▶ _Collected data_
Start of Block
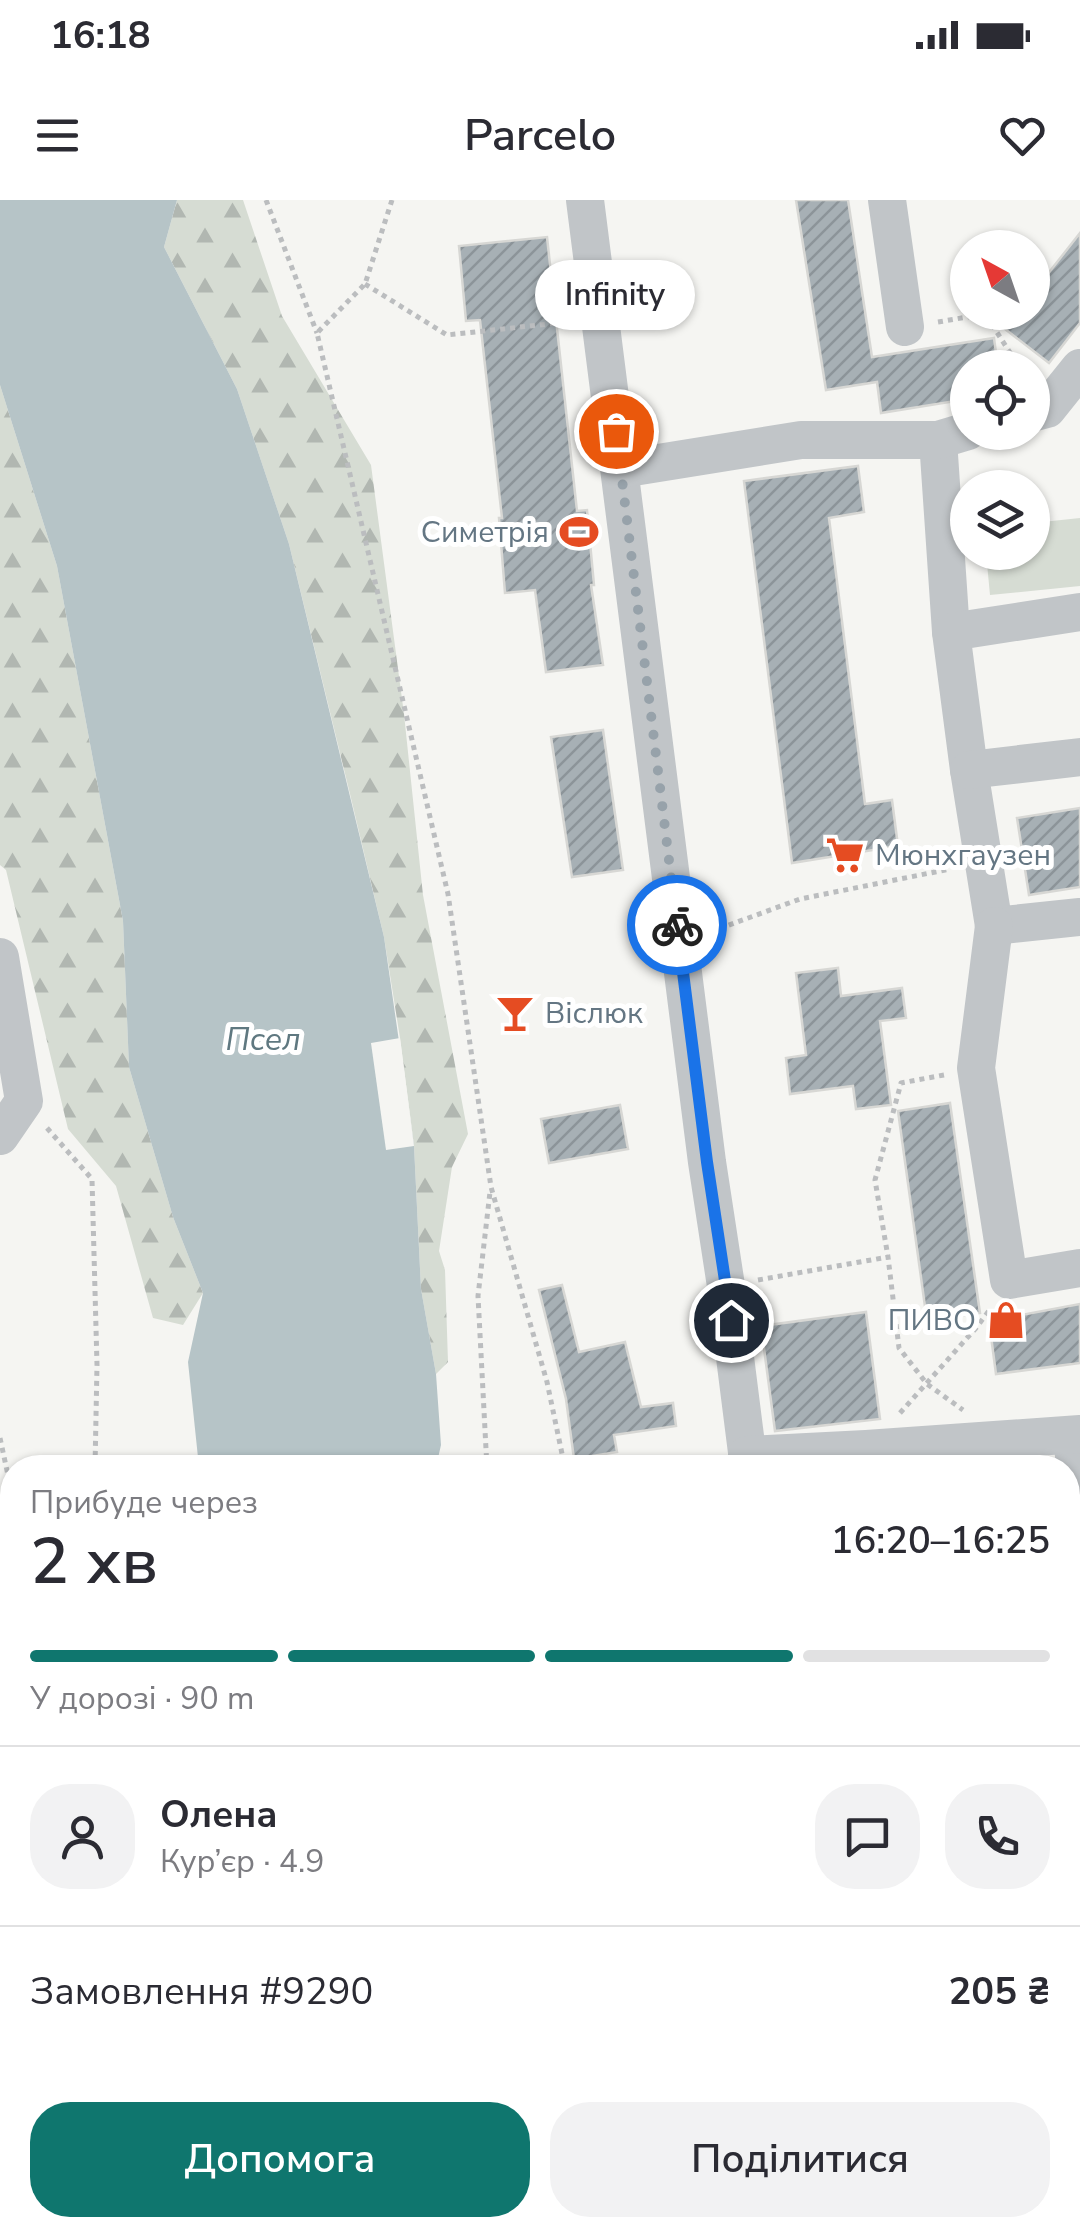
<!DOCTYPE html>
<html lang="uk">
<head>
<meta charset="utf-8">
<style>
	body { margin:0; font-family:"Nunito Sans",sans-serif; background:#f2f2f3; color:#2b2b33; height:100vh; display:flex; flex-direction:column; font-size:38px; white-space:nowrap }
	* { box-sizing:border-box; margin:0 }
	p { font-size:32px; color:#7c7c81 }
	.icon { flex:none; width:55px; height:55px; fill:none; stroke:currentColor; stroke-width:2; stroke-linecap:round; stroke-linejoin:round }
	.map { position:relative; flex:1; overflow:hidden }
	.drawer { position:absolute; left:0px; top:1255px; width:1080px; height:782px; display:flex; flex-direction:column; background:#fff; border-radius:40px 40px 0 0; box-shadow:0 2px 8px #0004 }
	.drawer>* { flex:none }
	.needle { width:65px; rotate:320deg }
	.fabs { position:absolute; left:950px; top:30px; display:grid; gap:20px }
	.fabs a { display:grid; place-items:center; width:100px; height:100px; border-radius:50%; background:#fff; box-shadow:0 2px 8px #0004; font-size:50px }
	.pin { position:absolute; display:grid; place-items:center; width:85px; height:85px; color:#fff; margin:-42px; border:5px solid #fff; border-radius:50%; box-shadow:0 2px 10px #0007 }
	.courier { position:absolute; display:grid; place-items:center; width:100px; height:100px; margin:-50px; border:8px solid #1a73e8; border-radius:50%; background:#fff; color:#222; box-shadow:0 2px 12px #0007 }
	.bubble { position:absolute; height:70px; border-radius:35px; background:#fff; box-shadow:0 2px 8px #0004; font-size:32px; font-weight:600; line-height:70px; text-align:center }
	.head em { font-style:normal; font-weight:600 }
	.head div { display:flex; flex-direction:column-reverse }
	.head { display:flex; align-items:center; justify-content:space-between; height:170px; padding:0 30px }
	h1 { font-size:65px; font-weight:600; line-height:75px }
	.bar { display:grid; grid-template-columns:repeat(4,1fr); gap:15px 10px; align-content:center; height:120px; padding:0 30px }
	.bar i { height:12px; border-radius:8px; background:#e1e1e2 }
	.bar .selected { background:#0f766e }
	.bar p { grid-column:span 4 }
	.line { display:flex; align-items:center; gap:25px; padding:0 30px; border-top:2px solid #e1e1e2 }
	.line div { flex:1 }
	.round { display:grid; place-items:center; flex:none; width:105px; height:105px; border-radius:40px; background:#f2f2f3 }
	.primary-button { display:flex; gap:20px; margin-top:auto; padding:20px 30px }
	.primary-button a { flex:1; height:115px; border-radius:40px; background:#0f766e; color:#fff; font-size:40px; font-weight:600; line-height:115px; text-align:center }
	.primary-button a+a { background:#f2f2f3; color:#2b2b33 }
	.status { display:flex; justify-content:space-between; align-items:center; height:70px; padding:0 50px; background:#fff; direction:ltr }
	.status svg { height:28px; fill:currentColor }
	header { display:flex; justify-content:space-between; align-items:center; height:130px; padding:0 30px; background:#fff; font-size:45px; font-weight:600 }
	.map>svg:first-child { display:block }
	.built { fill:#e3e4e3 }
	.forest { fill:url(#forest-firs) }
	.garden { fill:#d6dcd3 }
	.water { fill:#b6c4c7 }
	.pier { fill:#f5f5f2 }
	.building { fill:url(#building-hatch); stroke:#d7d7d4; stroke-width:2.5 }
	.lines { fill:none; stroke-linecap:round; stroke-linejoin:round }
	.path { stroke:#bbbdbf; stroke-width:5; stroke-dasharray:5 5; stroke-linecap:butt }
	.minor { stroke:#c1c5c8; stroke-width:38 }
	.done { stroke:#97a2aa; stroke-width:10; stroke-dasharray:0 18 }
	.route { stroke:#1a73e8; stroke-width:12 }
	.labels { text-anchor:middle; dominant-baseline:central; stroke-width:10; stroke-linejoin:round; paint-order:stroke }
	.poi-label { font-size:30px; fill:#647683; stroke:#fff; text-anchor:end }
	.water-label { font-size:32px; font-style:italic; fill:#5f7880; stroke:#fff }
</style>
</head>
<body>
<div class="status"><b>16:18</b><svg viewBox="0 0 49 12"><path d="M0 12V9h3v3zM5 12V6h3v6zM10 12V3h3v9zM15 12V0h3v12zM26 1h20v11H26zM47 4h2v5h-2z"/></svg></div>
<header><svg class="icon" aria-label="menu" viewBox="0 0 24 24"><path d="M4 6h16M4 12h16M4 18h16"/></svg>Parcelo<svg class="icon" aria-label="heart" viewBox="0 0 24 24"><path d="M12 20l-8-8c-3-5 5-10 8-4 3-6 11-1 8 4z"/></svg></header>
<div class="map">
<svg width="1080" height="2037" viewBox="0 0 1080 2037">
	<defs>
		<pattern id="forest-firs" width="22" height="20" patternUnits="userSpaceOnUse" patternTransform="scale(2.5)"><rect width="22" height="20" fill="#d6dcd3"/><path d="M5 1l3.5 6h-7zM16 11l3.5 6h-7z" fill="#b1b7b1"/></pattern>
		<pattern id="building-hatch" width="6" height="6" patternUnits="userSpaceOnUse" patternTransform="scale(2.5)"><rect width="6" height="6" fill="#a7b0b5"/><path d="M-1 1l2-2M0 6l6-6M5 7l2-2" fill="none" stroke="#8c9499"/></pattern>
	</defs>
	<rect width="100%" height="100%" fill="#f5f5f2"/>
	<path class="built" d="M 6,1461 L 12,1462 L 12,1595 L 0,1592 L 0,1473 Z"/>
	<g class="forest">
		<path d="M 177,0 L 243,0 L 282,116 L 371,265 L 404,514 L 423,695 L 468,934 L 452,967 L 439,1051 L 445,1070 L 448,1162 L 436,1174 L 421,1089 L 414,946 L 400,838 L 384,737 L 350,594 L 289,344 L 237,189 L 164,47 Z"/>
		<path d="M 0,185 L 57,366 L 123,721 L 129,867 L 173,1017 L 203,1093 L 183,1125 L 153,1118 L 116,986 L 68,929 L 6,670 L 0,665 Z"/>
		<path d="M 0,1602 L 12,1610 L 12,2025 L 181,2025 L 176,2037 L 0,2037 Z"/>
		<path d="M 411,2025 L 660,2025 L 649,2037 L 407,2037 Z"/>
		<path d="M 723,2025 L 769,2025 L 773,2037 L 725,2037 Z"/>
	</g>
	<path class="garden" d="M 1080,318 L 1080,386 L 990,395 L 986,353 L 1032,352 L 1033,323 Z"/>
	<g class="water">
		<path d="M 0,0 L 177,0 L 164,47 L 237,189 L 289,344 L 384,737 L 414,946 L 421,1089 L 436,1174 L 441,1245 L 436,1267 L 199,1267 L 188,1162 L 203,1093 L 173,1017 L 129,867 L 123,721 L 57,366 L 0,185 Z"/>
		<path d="M 181,2025 L 411,2025 L 407,2037 L 176,2037 Z"/>
	</g>
	<path class="pier" d="M 400,838 L 414,946 L 386,950 L 371,843 Z"/>
	<g class="building">
		<path d="M 796,0 L 848,0 L 872,157 L 994,138 L 998,168 L 968,168 L 968,199 L 881,213 L 877,182 L 826,190 Z"/>
		<path d="M 1080,33 L 1080,123 L 1049,163 L 1005,129 L 1018,112 L 1032,112 L 1032,94 Z"/>
		<path d="M 547,37 L 577,311 L 587,310 L 594,385 L 591,385 L 603,465 L 546,472 L 535,390 L 505,393 L 499,318 L 502,318 L 480,120 L 466,121 L 459,46 Z"/>
		<path d="M 858,266 L 864,312 L 829,318 L 865,604 L 892,600 L 898,646 L 792,663 L 744,281 Z"/>
		<path d="M 603,530 L 623,670 L 572,677 L 551,537 Z"/>
		<path d="M 1080,608 L 1080,687 L 1029,695 L 1017,618 Z"/>
		<path d="M 838,768 L 841,796 L 902,788 L 906,818 L 880,821 L 891,905 L 856,909 L 853,886 L 790,894 L 786,858 L 806,855 L 796,773 Z"/>
		<path d="M 950,903 L 980,1113 L 927,1121 L 898,911 Z"/>
		<path d="M 620,905 L 628,949 L 549,963 L 541,919 Z"/>
		<path d="M 562,1085 L 579,1152 L 625,1142 L 641,1207 L 673,1203 L 676,1226 L 614,1235 L 617,1252 L 574,1259 L 566,1199 L 539,1090 Z"/>
		<path d="M 1080,1104 L 1080,1163 L 996,1174 L 989,1121 Z"/>
		<path d="M 866,1112 L 880,1219 L 775,1231 L 761,1126 Z"/>
	</g>
	<g class="lines">
		<g class="path">
			<path d="M 266,0 L 317,133"/>
			<path d="M 392,0 L 365,84 L 317,133 L 448,694 L 491,987 L 547,1182 L 565,1268"/>
			<path d="M 365,84 L 447,135 L 567,122"/>
			<path d="M 938,122 L 985,114 L 1020,168"/>
			<path d="M 710,732 L 800,699 L 950,669"/>
			<path d="M 944,875 L 901,883 L 875,980 L 888,1057 L 899,1148 L 927,1184 L 963,1210"/>
			<path d="M 47,928 L 92,979 L 97,1165 L 95,1268"/>
			<path d="M 758,1080 L 888,1057"/>
			<path d="M 900,1213 L 976,1128 L 991,1108"/>
			<path d="M 0,1238 L 12,1294"/>
			<path d="M 487,1268 L 478,1096 L 490,992"/>
			<path d="M 642,1268 L 714,1259"/>
			<path d="M 0,1333 L 12,1333"/>
			<path d="M 0,1405 L 12,1362"/>
			<path d="M 0,1440 L 9,1439 L 12,1428"/>
			<path d="M 0,1457 L 12,1455"/>
			<path d="M 1068,1890 L 1080,1888"/>
			<path d="M 1025,2025 L 1026,2037"/>
			<path d="M 7,2037 L 7,1968 L 12,1900"/>
			<path d="M 526,2037 L 528,2025"/>
			<path d="M 561,2037 L 579,2025"/>
		</g>
		<g class="minor">
			<path d="M 585,0 L 707,962 L 726,1086 L 749,1268"/>
			<path d="M 887,0 L 905,127"/>
			<path d="M 1032,213 L 1047,209 L 1080,168"/>
			<path d="M 938,240 L 951,432"/>
			<path d="M 621,269 L 801,240 L 938,240 L 968,231"/>
			<path d="M 1080,412 L 951,432 L 969,570 L 994,726 L 1080,717"/>
			<path d="M 969,570 L 1080,557"/>
			<path d="M 994,726 L 976,868 L 1009,1080 L 1080,1068"/>
			<path d="M 0,757 L 24,901 L 0,936"/>
			<path d="M 1072,1235 L 1080,1319"/>
			<path d="M 747,1255 L 866,1249 L 1080,1234"/>
			<path d="M 0,1680 L 12,1713"/>
			<path d="M 1068,1743 L 1080,1742"/>
			<path d="M 1068,1834 L 1080,1832"/>
			<path d="M 0,1853 L 12,1841"/>
			<path d="M 820,2025 L 822,2037"/>
			<path d="M 873,2025 L 875,2037"/>
		</g>
	</g>
	<g class="lines">
		<path class="done" d="M 616,231 L 677,725"/>
		<path class="route" d="M 677,725 L 707,962 L 731,1120"/>
	</g>
	<defs>
		<g id="stadium-bare" transform="scale(3)"><path d="M0-5a6.5 5 0 1 0 0 10a6.5 5 0 1 0 0-10ZM-3.5-1.8h7v3.6h-7Z" fill="#e54c22" stroke="#fff" stroke-width="2.5" paint-order="stroke"/></g>
		<g id="supermarket-bare" transform="scale(3)"><path d="M-6-5.5h2.5l.6 2H6L4.5 2H-2.5L-4.4-4H-6ZM-1.5 3.2a1.3 1.3 0 1 0 .1 0ZM3 3.2a1.3 1.3 0 1 0 .1 0Z" fill="#e54c22" stroke="#fff" stroke-width="2.5" paint-order="stroke"/></g>
		<g id="bar-bare" transform="scale(3)"><path d="M-6-5H6L.8 .8V4.5H3.5V6h-7V4.5H-.8V.8Z" fill="#e54c22" stroke="#fff" stroke-width="2.5" paint-order="stroke"/></g>
		<g id="shop-bare" transform="scale(3)"><path d="M-5-2.5h2.3a2.7 3.5 0 0 1 5.4 0H5L5.5 6h-11ZM-1.5-2.5h3a1.5 2.3 0 0 0-3 0Z" fill="#e54c22" stroke="#fff" stroke-width="2.5" paint-order="stroke"/></g>
	</defs>
	<g fill-rule="evenodd">
		<use href="#stadium-bare" x="579" y="332"/>
		<use href="#supermarket-bare" x="845" y="655"/>
		<use href="#bar-bare" x="515" y="813"/>
		<use href="#shop-bare" x="1006" y="1120"/>
	</g>
	<g class="labels">
		<g class="poi-label">
			<text x="549" y="332">Симетрія</text>
			<text x="875" y="655" text-anchor="start">Мюнхгаузен</text>
			<text x="545" y="813" text-anchor="start">Віслюк</text>
			<text x="976" y="1120">ПИВО</text>
		</g>
		<g class="water-label">
			<text x="263" y="839">Псел</text>
		</g>
	</g>
</svg>
<div class="fabs">
<a><svg class="needle" viewBox="-14 -14 28 28"><path d="M0-13l5 13h-10z" fill="#e53935"/><path d="M0 13l5-13h-10z" fill="#7c7c81"/></svg></a>
<a><svg class="icon" aria-label="locate" viewBox="0 0 24 24"><circle cx="12" cy="12" r="6"/><path d="M12 2v4M12 18v4M2 12h4M18 12h4"/></svg></a>
<a><svg class="icon" aria-label="layers" viewBox="0 0 24 24"><path d="M12 4l9 5-9 5-9-5zM3 14l9 5 9-5"/></svg></a>
</div>
<div class="pin" style="left:616px;top:231px;background:#ea580c"><svg class="icon" aria-label="bag" viewBox="0 0 24 24"><path d="M5 8h14l-1 12H6zM9 8a3 3 0 0 1 6 0"/></svg></div>
<div class="pin" style="left:731px;top:1120px;background:#1f2937"><svg class="icon" aria-label="home" viewBox="0 0 24 24"><path d="M3 11l9-7 9 7M6 9v11h12V9"/></svg></div>
<div class="courier" style="left:677px;top:725px"><svg class="icon" aria-label="bike" viewBox="0 0 24 24"><circle cx="6" cy="16" r="4"/><circle cx="18" cy="16" r="4"/><path d="M6 16l4-8h5l3 8M10 8l3 8H6M13 5h3"/></svg></div>
<div class="bubble" style="left:535px;top:60px;width:160px">Infinity</div>
<section class="drawer">
<div class="head"><div><h1>2 хв</h1><p>Прибуде через</p></div><em>16:20–16:25</em></div>
<div class="bar"><i class="selected"></i><i class="selected"></i><i class="selected"></i><i></i><p>У дорозі · 90 m</p></div>
<div class="line" style="height:180px"><a class="round"><svg class="icon" aria-label="person" viewBox="0 0 24 24"><circle cx="12" cy="8" r="4"/><path d="M4 21q1-7 8-7t8 7"/></svg></a><div><b>Олена</b><p>Кур’єр · 4.9</p></div><a class="round"><svg class="icon" aria-label="chat" viewBox="0 0 24 24"><path d="M4 5h16v11H9l-5 4z"/></svg></a><a class="round"><svg class="icon" aria-label="phone" viewBox="0 0 24 24"><path d="M5 4h4l2 5-3 2q2 4 5 5l2-3 5 2v4C11 20 4 13 5 4z"/></svg></a></div>
<div class="line" style="height:130px"><div>Замовлення #9290</div><b>205 ₴</b></div>
<div class="primary-button"><a>Допомога</a><a>Поділитися</a></div>
</section>
</div>
</body>
</html>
End of Block
▶ _Task directions_
With "fabs" as the string to match, show every line of the entries above that has it.

▶ _Answer space_
	.fabs { position:absolute; left:950px; top:30px; display:grid; gap:20px }
	.fabs a { display:grid; place-items:center; width:100px; height:100px; border-radius:50%; background:#fff; box-shadow:0 2px 8px #0004; font-size:50px }
<div class="fabs">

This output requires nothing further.